Obesity is a chronic illness that is associated with multiple secondary diseases, including diabetes and cardiovascular disease. Although many ideas have been put forward to explain mechanistically how obesity leads to metabolic complications, this still remains an area of considerable controversy. We and others have suggested that alterations in how lipids are stored and handled may link obesity to metabolic complications through defects in adipose tissue expansion and functional capacity and the process of lipotoxicity (1,2).
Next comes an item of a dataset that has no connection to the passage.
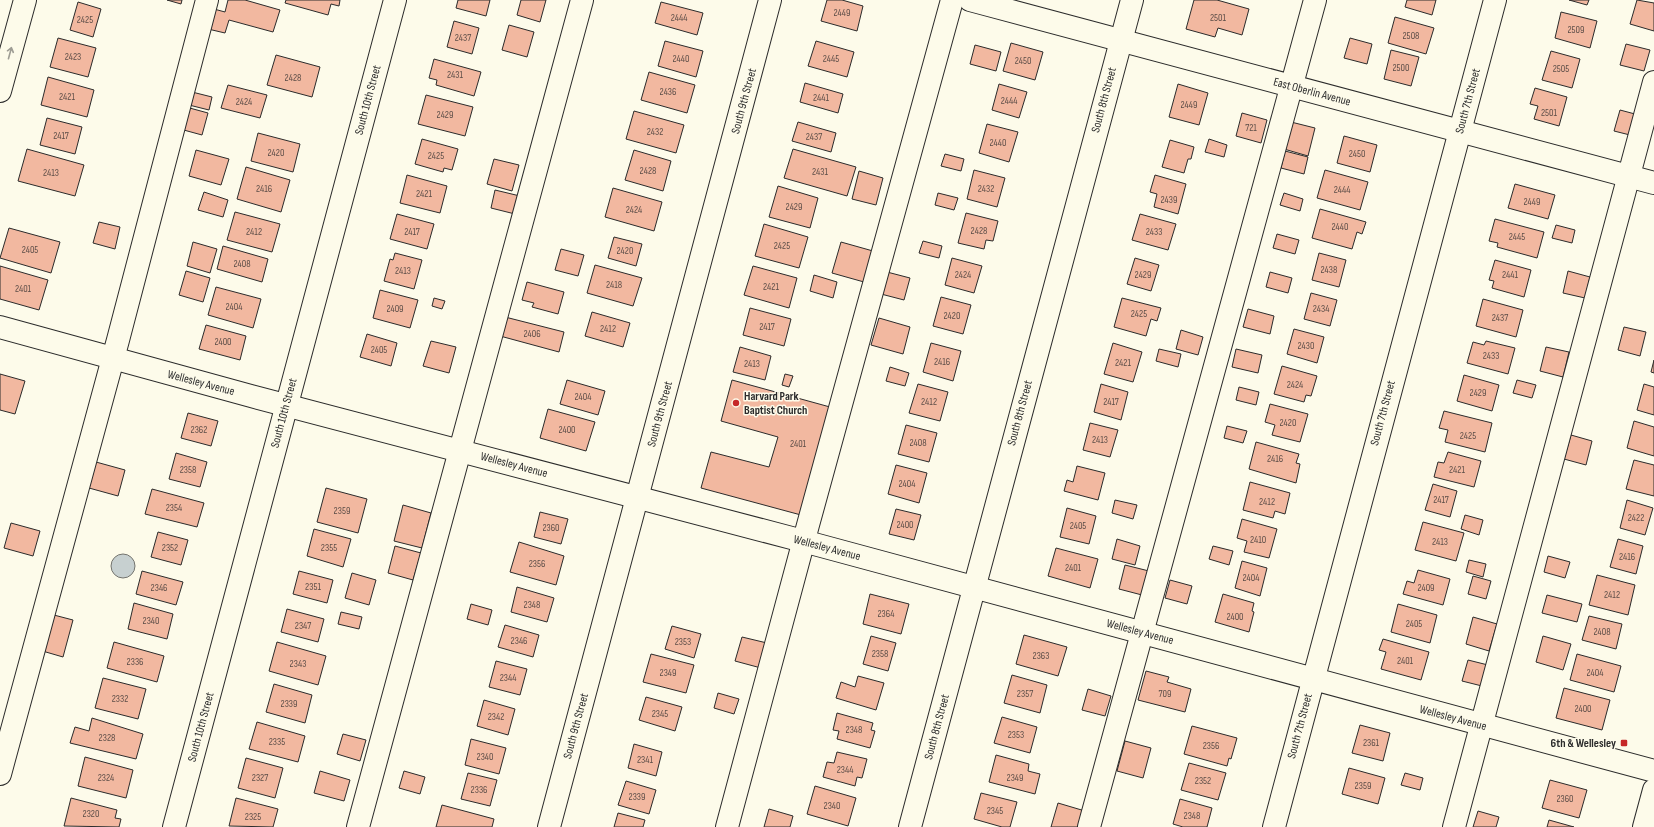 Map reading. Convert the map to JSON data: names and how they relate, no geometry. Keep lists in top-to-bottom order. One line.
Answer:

An important aspect of appropriate lipid handling is the ability of tissues to switch between carbohydrate and lipid as their major metabolic substrates. Under normal physiological conditions, humans switch from using high levels of carbohydrate during the postprandial state to predominantly utilizing stored lipids during the fasted state. The process of switching from fed to fasted states requires adipose tissue to play an important role in lipid buffering. During the fed state, net lipid flux into adipose tissue increases, whereas in the fasted state net lipid efflux predominates (3). Under pathological conditions where adipose tissue becomes insulin resistant, however, the appropriate fluxes into and out of adipose tissue are blunted (4–6).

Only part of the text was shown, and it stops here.